Dataset records
^^^^^^^^
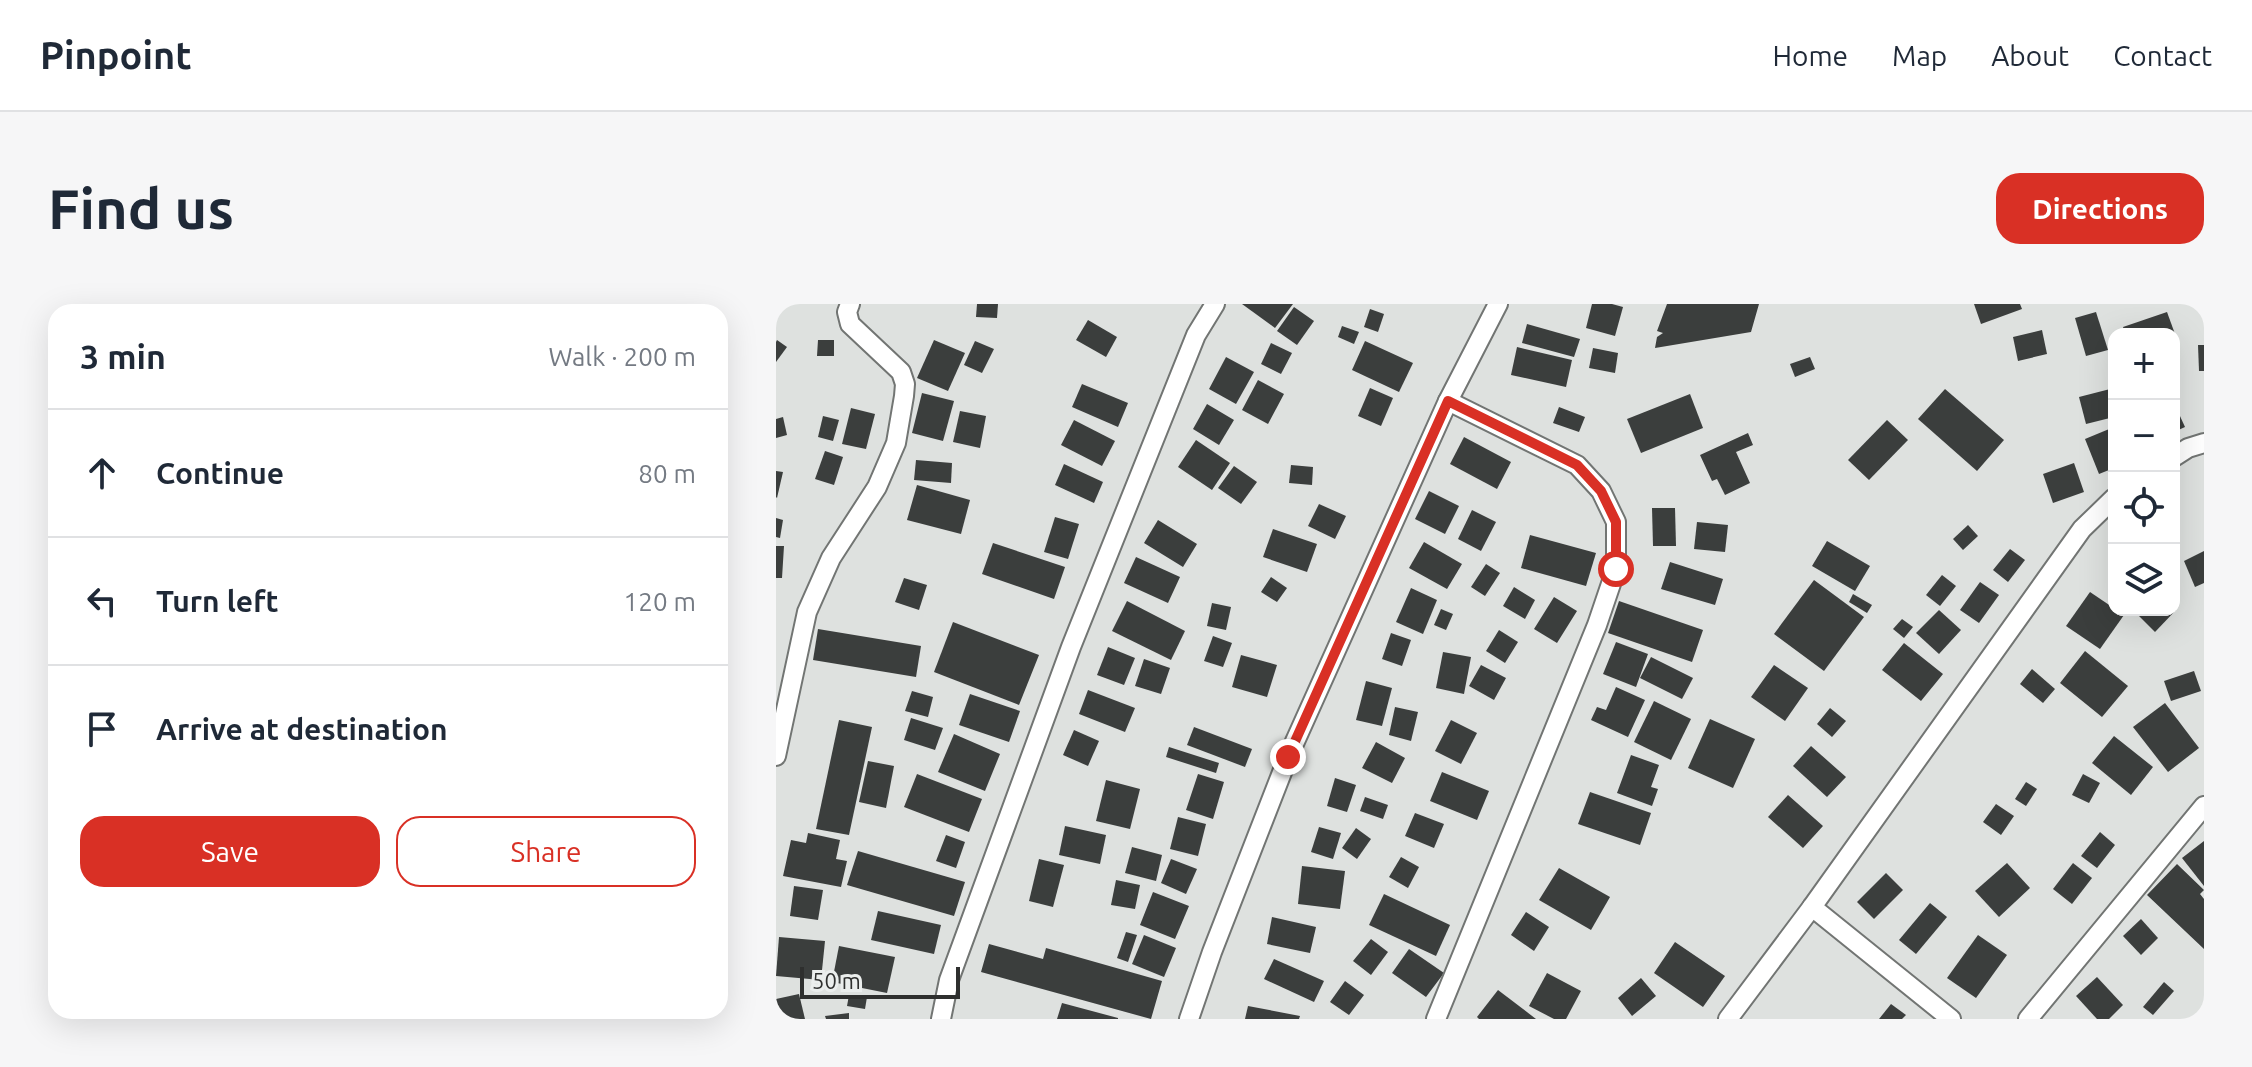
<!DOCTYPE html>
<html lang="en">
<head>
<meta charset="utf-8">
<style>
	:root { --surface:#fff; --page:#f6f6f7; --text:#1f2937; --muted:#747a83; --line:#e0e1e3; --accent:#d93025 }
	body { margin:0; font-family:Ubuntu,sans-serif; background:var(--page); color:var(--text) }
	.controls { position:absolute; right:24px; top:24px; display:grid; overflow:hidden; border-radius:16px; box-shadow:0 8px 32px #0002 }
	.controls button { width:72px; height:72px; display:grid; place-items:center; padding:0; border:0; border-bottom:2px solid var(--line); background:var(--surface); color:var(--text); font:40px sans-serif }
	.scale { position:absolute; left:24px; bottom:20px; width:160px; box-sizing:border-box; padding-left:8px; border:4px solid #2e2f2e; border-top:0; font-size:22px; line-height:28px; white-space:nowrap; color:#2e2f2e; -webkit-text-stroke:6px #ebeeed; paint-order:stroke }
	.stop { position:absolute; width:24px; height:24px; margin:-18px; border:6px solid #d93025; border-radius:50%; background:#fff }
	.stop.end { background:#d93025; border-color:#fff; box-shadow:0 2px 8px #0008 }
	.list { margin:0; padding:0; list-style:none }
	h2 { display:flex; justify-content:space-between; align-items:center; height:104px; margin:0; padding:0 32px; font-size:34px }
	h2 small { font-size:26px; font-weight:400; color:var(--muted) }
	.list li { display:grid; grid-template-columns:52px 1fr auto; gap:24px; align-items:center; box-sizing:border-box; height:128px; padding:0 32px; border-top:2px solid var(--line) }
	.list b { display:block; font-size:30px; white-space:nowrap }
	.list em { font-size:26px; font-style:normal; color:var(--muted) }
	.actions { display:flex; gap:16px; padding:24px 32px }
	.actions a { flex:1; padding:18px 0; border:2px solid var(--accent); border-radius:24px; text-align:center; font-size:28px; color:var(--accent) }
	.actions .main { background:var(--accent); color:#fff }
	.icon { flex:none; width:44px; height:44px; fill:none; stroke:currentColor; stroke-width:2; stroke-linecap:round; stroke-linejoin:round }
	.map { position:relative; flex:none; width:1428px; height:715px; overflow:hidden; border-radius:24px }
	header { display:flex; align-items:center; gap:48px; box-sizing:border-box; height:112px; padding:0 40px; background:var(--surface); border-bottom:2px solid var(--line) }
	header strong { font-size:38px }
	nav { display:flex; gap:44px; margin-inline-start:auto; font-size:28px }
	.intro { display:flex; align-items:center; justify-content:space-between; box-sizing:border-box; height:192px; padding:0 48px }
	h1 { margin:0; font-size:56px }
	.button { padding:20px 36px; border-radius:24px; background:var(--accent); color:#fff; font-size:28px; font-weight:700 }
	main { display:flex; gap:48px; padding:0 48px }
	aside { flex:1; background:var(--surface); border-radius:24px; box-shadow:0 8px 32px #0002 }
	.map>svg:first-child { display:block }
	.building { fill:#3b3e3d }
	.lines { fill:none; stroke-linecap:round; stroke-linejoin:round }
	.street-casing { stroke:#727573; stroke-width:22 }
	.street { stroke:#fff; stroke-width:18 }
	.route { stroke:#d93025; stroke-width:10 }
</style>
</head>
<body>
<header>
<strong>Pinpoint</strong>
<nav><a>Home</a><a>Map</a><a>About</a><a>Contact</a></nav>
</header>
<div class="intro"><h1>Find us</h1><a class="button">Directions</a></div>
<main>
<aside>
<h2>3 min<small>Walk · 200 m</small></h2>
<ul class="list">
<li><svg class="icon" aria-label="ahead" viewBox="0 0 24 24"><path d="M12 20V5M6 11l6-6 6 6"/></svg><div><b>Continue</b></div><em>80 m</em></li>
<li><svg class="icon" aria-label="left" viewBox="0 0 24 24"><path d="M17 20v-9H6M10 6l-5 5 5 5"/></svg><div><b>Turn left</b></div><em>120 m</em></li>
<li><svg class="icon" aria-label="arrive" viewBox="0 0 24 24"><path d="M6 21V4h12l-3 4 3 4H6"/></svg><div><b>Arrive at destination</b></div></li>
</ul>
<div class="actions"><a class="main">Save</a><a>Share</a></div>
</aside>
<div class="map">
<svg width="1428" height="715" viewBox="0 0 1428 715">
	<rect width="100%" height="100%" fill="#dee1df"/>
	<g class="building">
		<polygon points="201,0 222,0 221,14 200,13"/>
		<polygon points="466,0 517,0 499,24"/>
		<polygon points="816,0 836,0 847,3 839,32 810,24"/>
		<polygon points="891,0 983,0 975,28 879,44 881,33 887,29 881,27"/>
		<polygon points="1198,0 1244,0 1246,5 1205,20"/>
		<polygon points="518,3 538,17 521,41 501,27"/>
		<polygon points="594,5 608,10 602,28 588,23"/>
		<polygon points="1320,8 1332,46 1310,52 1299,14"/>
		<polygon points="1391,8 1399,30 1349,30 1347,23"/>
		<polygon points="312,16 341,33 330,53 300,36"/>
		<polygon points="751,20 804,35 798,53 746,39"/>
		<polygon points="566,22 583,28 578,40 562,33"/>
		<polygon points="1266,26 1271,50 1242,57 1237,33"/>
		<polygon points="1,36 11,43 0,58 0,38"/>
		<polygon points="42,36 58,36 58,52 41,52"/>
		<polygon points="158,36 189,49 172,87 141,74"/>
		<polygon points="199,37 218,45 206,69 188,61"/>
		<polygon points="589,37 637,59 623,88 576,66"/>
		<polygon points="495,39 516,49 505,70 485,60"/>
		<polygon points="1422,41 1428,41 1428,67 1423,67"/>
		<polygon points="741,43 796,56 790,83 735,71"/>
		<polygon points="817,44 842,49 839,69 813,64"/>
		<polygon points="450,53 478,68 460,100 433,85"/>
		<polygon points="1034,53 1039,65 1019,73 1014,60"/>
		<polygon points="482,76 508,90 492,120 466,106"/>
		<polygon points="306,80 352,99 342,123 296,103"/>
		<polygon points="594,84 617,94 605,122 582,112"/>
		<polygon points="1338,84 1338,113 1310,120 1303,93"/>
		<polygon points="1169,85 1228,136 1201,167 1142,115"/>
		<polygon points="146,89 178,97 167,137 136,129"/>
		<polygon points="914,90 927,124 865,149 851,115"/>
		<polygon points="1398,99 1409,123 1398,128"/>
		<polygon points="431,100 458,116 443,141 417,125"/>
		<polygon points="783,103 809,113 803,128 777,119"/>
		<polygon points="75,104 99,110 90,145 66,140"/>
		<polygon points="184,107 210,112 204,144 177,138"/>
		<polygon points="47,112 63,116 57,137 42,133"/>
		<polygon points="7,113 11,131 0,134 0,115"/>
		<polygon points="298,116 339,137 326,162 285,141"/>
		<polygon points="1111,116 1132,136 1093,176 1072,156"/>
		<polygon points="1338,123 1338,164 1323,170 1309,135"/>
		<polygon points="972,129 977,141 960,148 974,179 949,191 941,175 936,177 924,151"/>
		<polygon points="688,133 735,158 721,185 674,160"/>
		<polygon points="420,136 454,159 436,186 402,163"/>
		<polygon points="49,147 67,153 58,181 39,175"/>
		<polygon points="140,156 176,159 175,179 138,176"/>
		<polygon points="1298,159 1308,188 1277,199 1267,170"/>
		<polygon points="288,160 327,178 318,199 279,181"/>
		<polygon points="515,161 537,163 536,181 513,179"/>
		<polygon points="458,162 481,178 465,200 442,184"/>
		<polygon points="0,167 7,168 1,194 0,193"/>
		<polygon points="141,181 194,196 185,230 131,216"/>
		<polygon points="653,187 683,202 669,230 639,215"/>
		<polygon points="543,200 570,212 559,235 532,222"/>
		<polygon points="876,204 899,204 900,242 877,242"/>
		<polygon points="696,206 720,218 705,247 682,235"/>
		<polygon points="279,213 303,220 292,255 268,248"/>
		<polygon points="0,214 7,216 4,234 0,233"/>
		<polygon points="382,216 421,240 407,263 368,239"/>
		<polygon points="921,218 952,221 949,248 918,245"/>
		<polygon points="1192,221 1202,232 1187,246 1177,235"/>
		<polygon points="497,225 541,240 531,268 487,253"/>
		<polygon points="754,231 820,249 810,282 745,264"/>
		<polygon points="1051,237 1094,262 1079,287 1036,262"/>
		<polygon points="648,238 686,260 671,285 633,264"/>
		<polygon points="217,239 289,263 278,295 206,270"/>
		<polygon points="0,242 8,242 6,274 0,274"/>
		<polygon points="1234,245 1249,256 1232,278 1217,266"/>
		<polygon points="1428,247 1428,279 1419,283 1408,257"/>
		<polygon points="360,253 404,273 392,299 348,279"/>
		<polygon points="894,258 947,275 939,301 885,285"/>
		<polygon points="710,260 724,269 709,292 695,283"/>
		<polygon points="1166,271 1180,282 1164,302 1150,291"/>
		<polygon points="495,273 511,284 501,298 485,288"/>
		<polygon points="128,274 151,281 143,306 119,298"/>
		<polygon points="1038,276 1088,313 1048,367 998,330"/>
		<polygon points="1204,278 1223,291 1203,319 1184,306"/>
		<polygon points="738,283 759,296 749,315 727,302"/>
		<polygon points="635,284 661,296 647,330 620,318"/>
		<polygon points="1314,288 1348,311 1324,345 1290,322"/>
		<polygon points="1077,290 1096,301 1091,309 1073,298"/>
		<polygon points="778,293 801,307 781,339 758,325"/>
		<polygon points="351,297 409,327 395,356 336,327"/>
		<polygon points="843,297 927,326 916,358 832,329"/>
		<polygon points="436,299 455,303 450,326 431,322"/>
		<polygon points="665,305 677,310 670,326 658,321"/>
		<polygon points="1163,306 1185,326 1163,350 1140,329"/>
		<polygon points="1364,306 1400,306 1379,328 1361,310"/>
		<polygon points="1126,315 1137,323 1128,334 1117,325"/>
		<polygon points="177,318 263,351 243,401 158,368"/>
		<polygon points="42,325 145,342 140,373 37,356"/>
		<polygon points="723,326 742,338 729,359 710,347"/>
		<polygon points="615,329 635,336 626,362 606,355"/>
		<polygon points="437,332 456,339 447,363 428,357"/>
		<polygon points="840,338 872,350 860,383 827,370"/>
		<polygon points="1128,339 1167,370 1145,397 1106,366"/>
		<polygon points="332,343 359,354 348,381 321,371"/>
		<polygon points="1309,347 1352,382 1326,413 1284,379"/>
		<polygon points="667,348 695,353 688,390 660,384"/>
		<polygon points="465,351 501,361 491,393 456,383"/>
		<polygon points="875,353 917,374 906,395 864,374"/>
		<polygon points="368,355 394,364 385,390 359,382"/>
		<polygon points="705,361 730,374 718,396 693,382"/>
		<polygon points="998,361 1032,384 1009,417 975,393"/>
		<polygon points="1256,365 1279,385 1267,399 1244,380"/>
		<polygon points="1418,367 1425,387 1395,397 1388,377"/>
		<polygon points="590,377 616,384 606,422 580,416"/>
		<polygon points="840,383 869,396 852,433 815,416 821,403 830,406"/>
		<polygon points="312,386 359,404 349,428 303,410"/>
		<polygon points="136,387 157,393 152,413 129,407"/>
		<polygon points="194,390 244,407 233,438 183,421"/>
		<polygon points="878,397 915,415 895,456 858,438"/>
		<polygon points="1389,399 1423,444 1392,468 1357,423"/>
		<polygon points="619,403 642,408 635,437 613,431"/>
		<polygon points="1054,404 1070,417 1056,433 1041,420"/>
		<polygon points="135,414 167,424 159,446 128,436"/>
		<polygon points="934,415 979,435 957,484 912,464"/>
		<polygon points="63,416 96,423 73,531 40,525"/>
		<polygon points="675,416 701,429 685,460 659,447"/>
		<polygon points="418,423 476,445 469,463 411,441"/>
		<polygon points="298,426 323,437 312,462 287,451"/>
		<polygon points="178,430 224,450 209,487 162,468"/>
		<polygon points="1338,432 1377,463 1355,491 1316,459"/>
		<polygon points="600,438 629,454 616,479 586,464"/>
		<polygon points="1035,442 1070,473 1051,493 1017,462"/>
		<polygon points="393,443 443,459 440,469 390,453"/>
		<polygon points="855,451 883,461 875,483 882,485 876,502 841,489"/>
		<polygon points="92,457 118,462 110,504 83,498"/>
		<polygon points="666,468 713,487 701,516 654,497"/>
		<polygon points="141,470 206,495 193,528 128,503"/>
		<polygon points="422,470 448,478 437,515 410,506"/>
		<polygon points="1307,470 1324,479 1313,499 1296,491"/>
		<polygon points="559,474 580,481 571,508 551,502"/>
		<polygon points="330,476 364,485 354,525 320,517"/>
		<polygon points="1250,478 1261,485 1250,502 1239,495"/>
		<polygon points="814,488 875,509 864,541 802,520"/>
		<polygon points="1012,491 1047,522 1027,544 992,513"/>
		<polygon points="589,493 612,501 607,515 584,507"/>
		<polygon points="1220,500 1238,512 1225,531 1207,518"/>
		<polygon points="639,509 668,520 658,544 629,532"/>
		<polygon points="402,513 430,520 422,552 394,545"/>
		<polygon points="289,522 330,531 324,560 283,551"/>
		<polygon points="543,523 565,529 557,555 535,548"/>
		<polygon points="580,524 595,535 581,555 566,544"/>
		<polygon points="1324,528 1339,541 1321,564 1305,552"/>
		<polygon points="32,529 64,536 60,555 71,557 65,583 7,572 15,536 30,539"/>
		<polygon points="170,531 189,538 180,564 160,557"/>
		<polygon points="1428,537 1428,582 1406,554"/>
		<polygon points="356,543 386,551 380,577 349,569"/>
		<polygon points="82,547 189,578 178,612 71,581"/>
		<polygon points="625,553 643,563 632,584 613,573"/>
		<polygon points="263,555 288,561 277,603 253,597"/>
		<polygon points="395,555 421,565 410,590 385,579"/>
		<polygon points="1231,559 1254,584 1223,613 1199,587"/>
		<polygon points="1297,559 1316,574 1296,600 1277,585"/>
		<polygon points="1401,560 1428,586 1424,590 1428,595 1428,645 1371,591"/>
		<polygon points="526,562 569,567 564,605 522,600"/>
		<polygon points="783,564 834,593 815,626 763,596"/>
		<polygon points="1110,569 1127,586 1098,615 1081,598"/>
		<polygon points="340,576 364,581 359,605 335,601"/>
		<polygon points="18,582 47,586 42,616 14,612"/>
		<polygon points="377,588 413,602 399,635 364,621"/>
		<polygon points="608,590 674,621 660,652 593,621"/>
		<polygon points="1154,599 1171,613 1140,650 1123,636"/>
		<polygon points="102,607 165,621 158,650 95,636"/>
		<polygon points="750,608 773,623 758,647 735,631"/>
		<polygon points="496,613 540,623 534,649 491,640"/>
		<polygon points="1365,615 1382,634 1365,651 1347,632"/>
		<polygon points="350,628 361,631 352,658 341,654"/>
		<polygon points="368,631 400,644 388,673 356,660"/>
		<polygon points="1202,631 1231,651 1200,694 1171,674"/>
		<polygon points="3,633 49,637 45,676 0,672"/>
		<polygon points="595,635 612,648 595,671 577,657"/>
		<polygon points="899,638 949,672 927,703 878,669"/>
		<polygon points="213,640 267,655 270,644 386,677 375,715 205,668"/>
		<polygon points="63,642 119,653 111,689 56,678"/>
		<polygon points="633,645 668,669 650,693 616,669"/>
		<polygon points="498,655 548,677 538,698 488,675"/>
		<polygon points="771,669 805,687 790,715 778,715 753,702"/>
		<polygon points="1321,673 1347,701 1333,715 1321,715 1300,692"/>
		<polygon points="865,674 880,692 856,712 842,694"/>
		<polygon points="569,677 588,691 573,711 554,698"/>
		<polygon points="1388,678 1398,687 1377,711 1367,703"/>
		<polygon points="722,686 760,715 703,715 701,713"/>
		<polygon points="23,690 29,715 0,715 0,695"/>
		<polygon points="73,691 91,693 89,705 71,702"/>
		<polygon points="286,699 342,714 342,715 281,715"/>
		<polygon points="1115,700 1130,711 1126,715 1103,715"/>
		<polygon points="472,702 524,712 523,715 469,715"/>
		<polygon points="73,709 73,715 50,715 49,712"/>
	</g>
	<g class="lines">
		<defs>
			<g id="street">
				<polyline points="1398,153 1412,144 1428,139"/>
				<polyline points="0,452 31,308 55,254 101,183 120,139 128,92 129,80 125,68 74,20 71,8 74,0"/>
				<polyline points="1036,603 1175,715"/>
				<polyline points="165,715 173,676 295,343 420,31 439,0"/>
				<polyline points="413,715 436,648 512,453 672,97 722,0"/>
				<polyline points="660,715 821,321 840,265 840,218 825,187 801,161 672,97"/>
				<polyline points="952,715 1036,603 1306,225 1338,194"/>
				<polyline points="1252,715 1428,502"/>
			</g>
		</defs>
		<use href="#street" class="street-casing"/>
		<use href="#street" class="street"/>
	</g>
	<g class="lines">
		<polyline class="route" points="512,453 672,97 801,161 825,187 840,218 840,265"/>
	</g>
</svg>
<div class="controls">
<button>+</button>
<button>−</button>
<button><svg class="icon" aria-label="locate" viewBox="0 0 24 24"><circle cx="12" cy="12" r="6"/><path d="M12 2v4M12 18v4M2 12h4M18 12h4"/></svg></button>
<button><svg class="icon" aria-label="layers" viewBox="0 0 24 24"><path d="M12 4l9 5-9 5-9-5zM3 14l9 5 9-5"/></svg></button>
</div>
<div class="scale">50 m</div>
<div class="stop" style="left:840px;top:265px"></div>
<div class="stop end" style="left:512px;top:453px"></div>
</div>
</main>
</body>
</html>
^^^^^^^^
Problem requirements
Show each line of the material that includes the word "controls".

Solution
	.controls { position:absolute; right:24px; top:24px; display:grid; overflow:hidden; border-radius:16px; box-shadow:0 8px 32px #0002 }
	.controls button { width:72px; height:72px; display:grid; place-items:center; padding:0; border:0; border-bottom:2px solid var(--line); background:var(--surface); color:var(--text); font:40px sans-serif }
<div class="controls">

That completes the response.